Разумеется, белые (в данном случае представленные вышеупомянутой Русской политической конференцией) резко выступили против переговоров Запада с Советами, против той политики, которую они назвали «точным повторением политики, проводимой большевиками со времен Брест-Литовска». Русских эмигрантов возмущало обсуждение Западом вопросов о территориальных уступках России. Большевики, с точки зрения эмигрантов, с такой же легкостью отдавали русские земли Западу, с какой вчера отдавали их немцам.
Нота Чичерина, возможно, негативно подействовала на чувствительного Вильсона. В ней все же говорилось о Западе как о силе, без помощи которой белое движение не могло бы надеяться на победу в борьбе с красными.
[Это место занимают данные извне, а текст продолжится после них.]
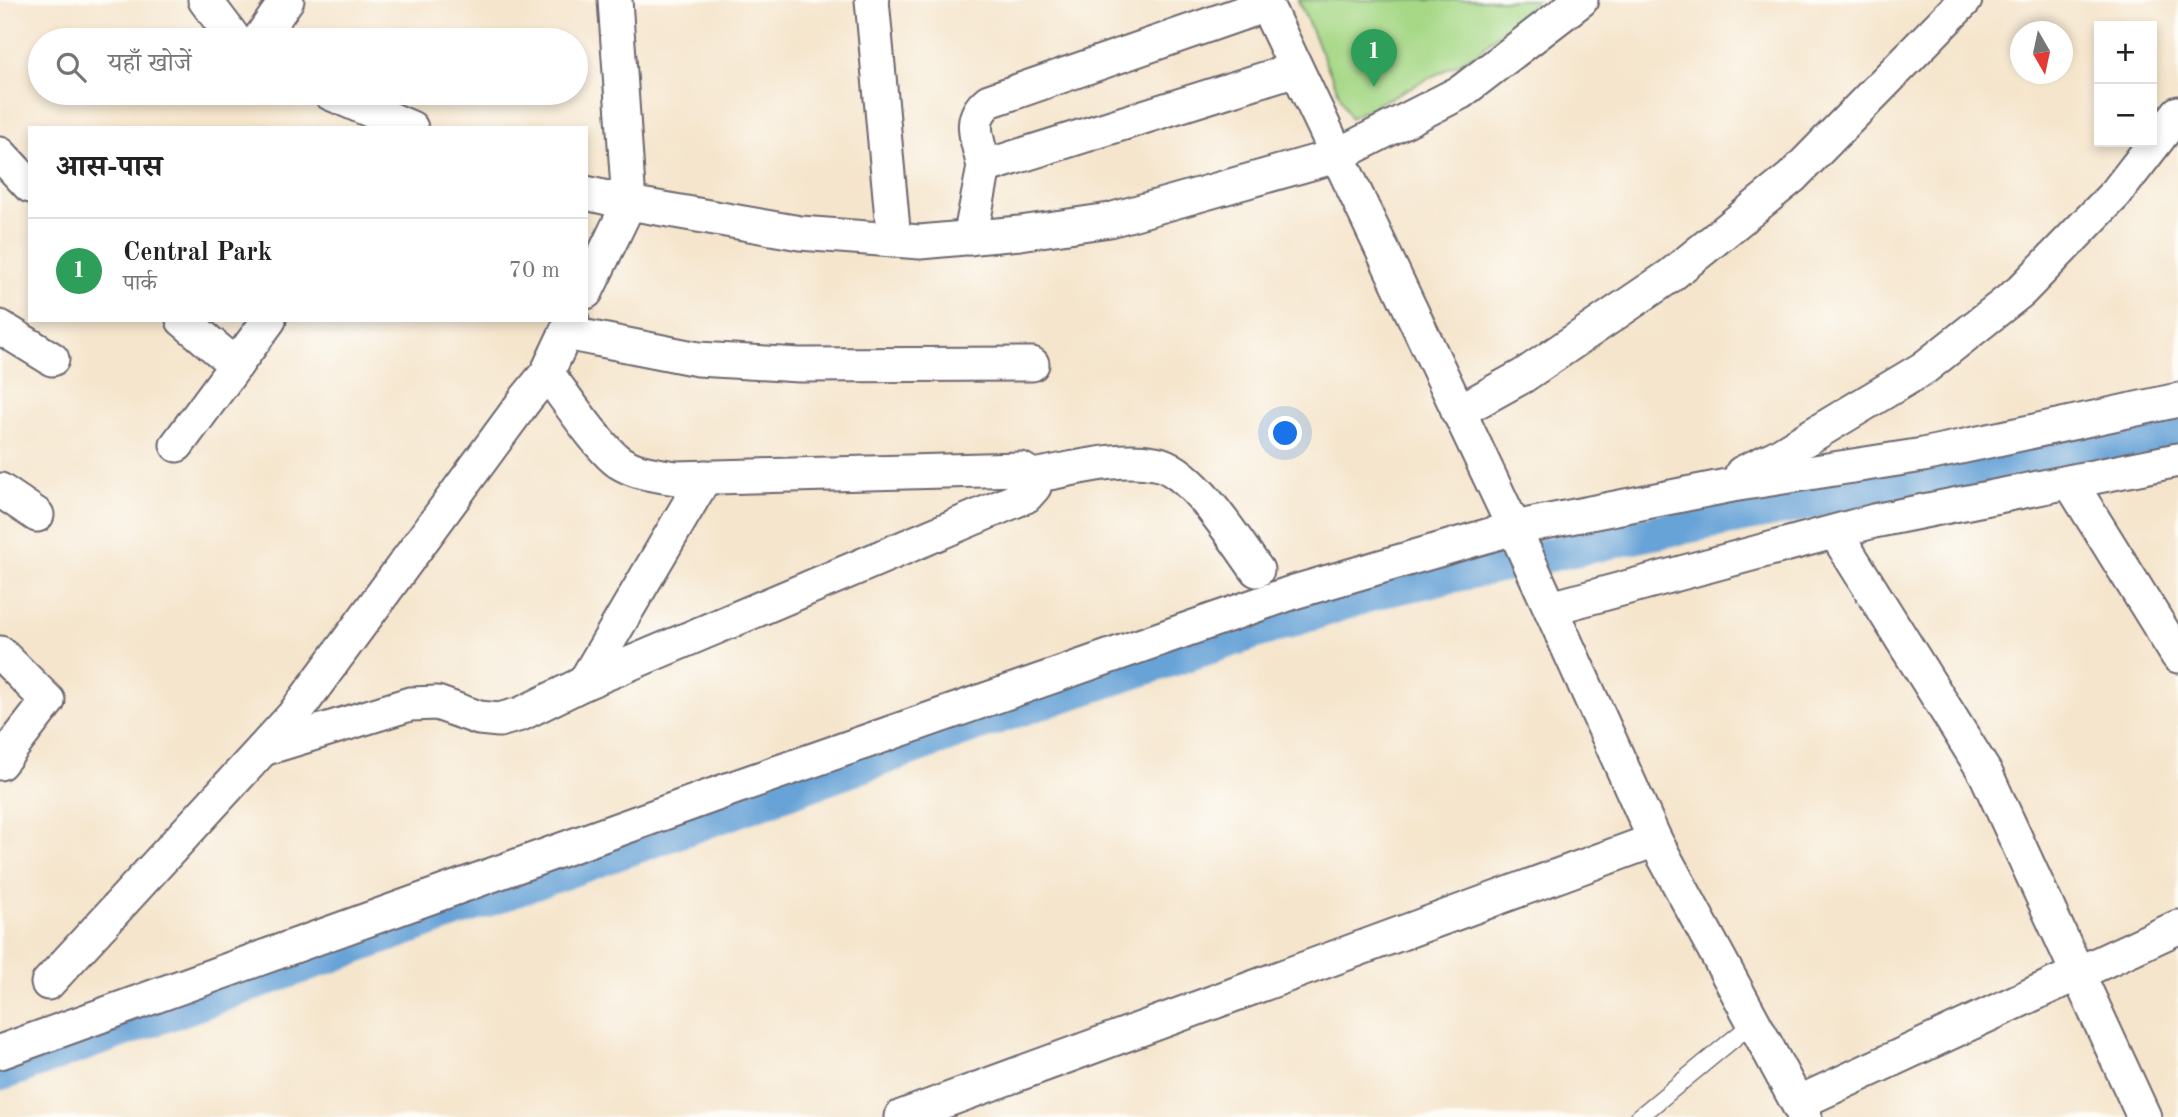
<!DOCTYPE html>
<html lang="hi">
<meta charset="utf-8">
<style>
body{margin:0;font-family:"Old Standard TT","Noto Serif Devanagari",serif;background:#f6f6f6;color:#222}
.controls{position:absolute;right:21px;top:21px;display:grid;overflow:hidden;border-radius:0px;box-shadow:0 4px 10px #0003}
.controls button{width:63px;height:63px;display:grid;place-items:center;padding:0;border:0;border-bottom:2px solid #e0e0e0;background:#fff;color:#222;font:35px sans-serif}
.compass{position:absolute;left:2010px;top:21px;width:63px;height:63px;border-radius:50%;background:#fff;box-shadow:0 4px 10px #0003;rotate:171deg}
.you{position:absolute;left:1286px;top:434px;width:24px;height:24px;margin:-18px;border:5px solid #fff;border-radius:50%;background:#1a73e8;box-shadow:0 0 0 10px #1a73e833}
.badge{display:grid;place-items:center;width:46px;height:46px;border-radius:50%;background:#2563eb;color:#fff;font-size:23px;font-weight:700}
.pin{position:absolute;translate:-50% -58px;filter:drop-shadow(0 2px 4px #0008)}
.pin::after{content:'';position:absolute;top:37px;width:24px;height:21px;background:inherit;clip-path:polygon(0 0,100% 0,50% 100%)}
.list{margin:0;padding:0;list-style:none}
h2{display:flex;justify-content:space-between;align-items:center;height:91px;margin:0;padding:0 28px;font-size:30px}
h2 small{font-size:23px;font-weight:400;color:#767676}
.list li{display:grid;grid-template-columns:46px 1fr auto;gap:21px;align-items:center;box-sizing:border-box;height:105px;padding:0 28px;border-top:2px solid #e0e0e0}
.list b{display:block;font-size:26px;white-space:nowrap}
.list p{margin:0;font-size:23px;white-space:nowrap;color:#767676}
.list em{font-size:23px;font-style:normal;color:#767676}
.icon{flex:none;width:38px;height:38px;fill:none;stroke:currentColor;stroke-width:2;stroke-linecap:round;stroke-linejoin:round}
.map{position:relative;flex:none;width:2178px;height:1117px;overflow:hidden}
.search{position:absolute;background:#fff;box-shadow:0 4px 10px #0003;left:28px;top:28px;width:560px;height:77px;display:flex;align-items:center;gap:18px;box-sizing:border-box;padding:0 24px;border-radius:38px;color:#767676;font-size:26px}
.panel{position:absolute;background:#fff;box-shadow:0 4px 10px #0003;left:28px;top:126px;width:560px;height:196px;border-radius:0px}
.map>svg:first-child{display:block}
.green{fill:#a6d886;stroke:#647d60;stroke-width:2}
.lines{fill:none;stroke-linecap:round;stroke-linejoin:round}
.canal{stroke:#67a3d7;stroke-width:35}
.lane-casing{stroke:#6c666e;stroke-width:19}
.street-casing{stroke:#6c666e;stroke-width:37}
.lane{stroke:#fff;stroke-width:16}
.street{stroke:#fff;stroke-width:33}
</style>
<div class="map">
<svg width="2178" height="1117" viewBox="0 0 2178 1117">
<rect width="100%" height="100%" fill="#fdfcf7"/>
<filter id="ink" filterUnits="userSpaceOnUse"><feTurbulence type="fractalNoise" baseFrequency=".0143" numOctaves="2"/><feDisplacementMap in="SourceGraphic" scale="14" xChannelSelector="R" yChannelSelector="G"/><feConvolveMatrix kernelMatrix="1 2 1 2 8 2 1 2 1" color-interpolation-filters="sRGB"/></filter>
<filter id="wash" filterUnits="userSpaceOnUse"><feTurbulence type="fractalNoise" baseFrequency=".00686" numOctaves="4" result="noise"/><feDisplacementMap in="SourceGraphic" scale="28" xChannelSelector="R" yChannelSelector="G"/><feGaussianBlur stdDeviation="1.57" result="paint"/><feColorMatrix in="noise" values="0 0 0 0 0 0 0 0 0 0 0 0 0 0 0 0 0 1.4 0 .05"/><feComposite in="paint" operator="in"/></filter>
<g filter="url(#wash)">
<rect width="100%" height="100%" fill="#f5e5cc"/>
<!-- green -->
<path class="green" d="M1298 0H1537L1473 56 1350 118Z"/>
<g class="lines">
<!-- canal -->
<path class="canal" d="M0 1074 1017 710 1380 591 1650 533 2079 452 2178 431"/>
</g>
</g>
<g filter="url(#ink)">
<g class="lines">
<defs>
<path id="lane" d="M1639 1117 1754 1022"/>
<g id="street">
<path d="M205 0 235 40"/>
<path d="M872 0 894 240"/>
<path d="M1264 0 1514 528 1655 840 1805 1117"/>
<path d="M259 40 287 0"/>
<path d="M330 93 411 128"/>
<path d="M0 154 30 186"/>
<path d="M984 167C979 141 965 120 989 101L1266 5"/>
<path d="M586 193 629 203 800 233 920 242 1020 233 1110 220 1336 156 1461 92 1581 0"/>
<path d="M970 238 984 167 1296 69"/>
<path d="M586 292 629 203 615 0"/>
<path d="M183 320 236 365"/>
<path d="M0 327 52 359"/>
<path d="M566 333 698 359 799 365 1032 364"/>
<path d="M1458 412 1523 376 1670 276 1792 177 1965 0"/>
<path d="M177 445 269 320"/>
<path d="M1742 473 1776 457 1924 368 2021 291 2116 193 2178 113"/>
<path d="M1032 476C1071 470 1115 456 1155 463 1192 469 1235 540 1257 570"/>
<path d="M2070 482 2178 656"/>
<path d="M0 490 37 515"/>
<path d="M1835 532 1986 774 2144 1117"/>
<path d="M1551 608 1874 521 2178 460"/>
<path d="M0 653 48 701 0 763"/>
<path d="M584 683 705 477"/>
<path d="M263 749 410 704 437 703 479 718 499 720 521 714 584 683 1026 496 1034 487 1032 476 1021 469 676 478C657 475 636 473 619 462 598 447 564 395 547 373"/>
<path d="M48 983 293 716 525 400 547 373 572 320"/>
<path d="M0 1052 736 787 1294 592 1514 528 1732 485 1923 455 2178 400"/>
<path d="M1798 1103 2178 927"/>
<path d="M901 1117 1655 840"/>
</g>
</defs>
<!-- lane casing -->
<use href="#lane" class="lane-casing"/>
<!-- street casing -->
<use href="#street" class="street-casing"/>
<!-- lane -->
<use href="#lane" class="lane"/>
<!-- street -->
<use href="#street" class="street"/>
</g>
</g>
</svg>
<div class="controls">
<button>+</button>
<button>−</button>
</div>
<svg class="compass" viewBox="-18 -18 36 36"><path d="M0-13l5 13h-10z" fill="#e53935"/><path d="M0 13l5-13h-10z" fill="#767676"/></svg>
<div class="you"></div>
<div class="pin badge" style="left:1374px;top:87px;background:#2e9e5b">1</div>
<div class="search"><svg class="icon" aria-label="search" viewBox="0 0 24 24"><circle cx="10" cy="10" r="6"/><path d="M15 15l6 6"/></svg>यहाँ खोजें</div>
<section class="panel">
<h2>आस-पास<small></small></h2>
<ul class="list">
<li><span class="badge" style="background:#2e9e5b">1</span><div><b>Central Park</b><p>पार्क</p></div><em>70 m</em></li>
</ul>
</section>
</div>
Президент Вильсон хотел видеть себя не ангажированным противником красных, а надпартийным судьей русских дел. Но наибольшую ярость возможные официальные контакты с большевиками на их условиях вызывали во Франции. Правая парижская пресса писала, что, подобно тому так в 1823 г. британский премьер Каннинг «зарезервировал» Латинскую Америку для британской торговли (закрывая ее от европейских держав), так и в 1919 г. обе англосаксонские державы идут своим курсом — резервируют огромные (российские) районы мира как зону своего доминирования. В этой ситуации еще более настойчивым мотивом французов становится аргументация выгод переориентации Парижа с России на Польшу, которой следует как можно быстрее предоставить военную помощь [533] «Echo de Paris», 23 Janvier 1919.
.
Решительное противодействие белых и жесткость французов не могла не воздействовать на позицию англичан. Вокруг Черчилля группируются сторонники силовой политики в отношении России — и премьер Ллойд Джордж не мог игнорировать нажима правых и в феврале 1919 г. начинает склоняться к сомнениям относительно эффективности мирных усилий. 12 февраля премьер-министр на заседании кабинета согласился с необходимостью интенсифицировать помощь белым: «Нужно, чтобы миллион человек маршировал из Одессы и со стороны Польши» [534] Ullman R, Anglo-Soviet Relations. V. 2. London, 1961, p. 119.
. Ллойд Джордж обязал своих военных сделать оценку ситуации — проанализировать четыре возможности: интервенция, эвакуация, материальная помощь антибольшевистским правительствам в России, оборона «всех этих государств, которые в своей защите зависят от великих держав».
В результате идея западного арбитража в русских делах оказалась мертворожденной. Все предшествующие контакты Запада противились этому повороту. Колчак, по свидетельству генерала Нокса, ощутил себя преданным. Его язык не отличался утонченностью: «Внезапно вся Россия по радио узнала, что ее герои, сражающиеся на стороне цивилизации, приравнены к кровавым, ведомым евреями, большевикам» [535] Knox A. With the Rusian Army 1914–1917. V. 11. London, 1921, p. 388.
.
Совсем иным был ответ Советского правительства, и он произвел впечатление на «большую четверку». При условии невмешательства иностранных держав во внутренние русские дела, Советское правительство обещало выплатить Западу долги, поставить сырьевые материалы, предоставлять на выгодных условиях концессии и даже отказаться от части своей территории. Что касается пропаганды, то Москва обещала умерить свой пыл и не вмешиваться во внутренние дела западных стран.
За Западом оставалась трактовка этого документа. Клемансо пришел от него в восторг: вот он, макиавеллизм в чистом виде — мнимая чистота советских помыслов декларировалась на фоне безудержной жадности Запада. Такие приемы использовались западными пособниками большевиков, создававшими во всех европейских (и не европейских тоже) странах коммунистические партии. На Париж восточное иезуитство не действует — французское правительство оказалось несгибаемым. Обладая самой большой армией на континенте, доминируя на европейском Западе, правительство Клемансо предпочло поставить на победу белых армий. Если они победят, Париж рассчитывал сделать ослабленную Россию частью профранцузской системы. Разумеется, не были забыты и огромные французские инвестиции в русскую промышленность и транспорт. Клемансо напомнил, что «Франция. инвестировала в Россию около двадцати миллиардов франков, две трети этой суммы пошли в ценные бумаги русского правительства, а остальное — в промышленные предприятия» [536] Lloyd Gardner С. Op. cit., p. 240.
. Теперь, после злоключений мировой войны, когда финансовый центр мира переместился на Уолл-стрит, Франции самой нужно было платить по обязательствам военных лет, и возвращение русскими долгов было бы как нельзя кстати.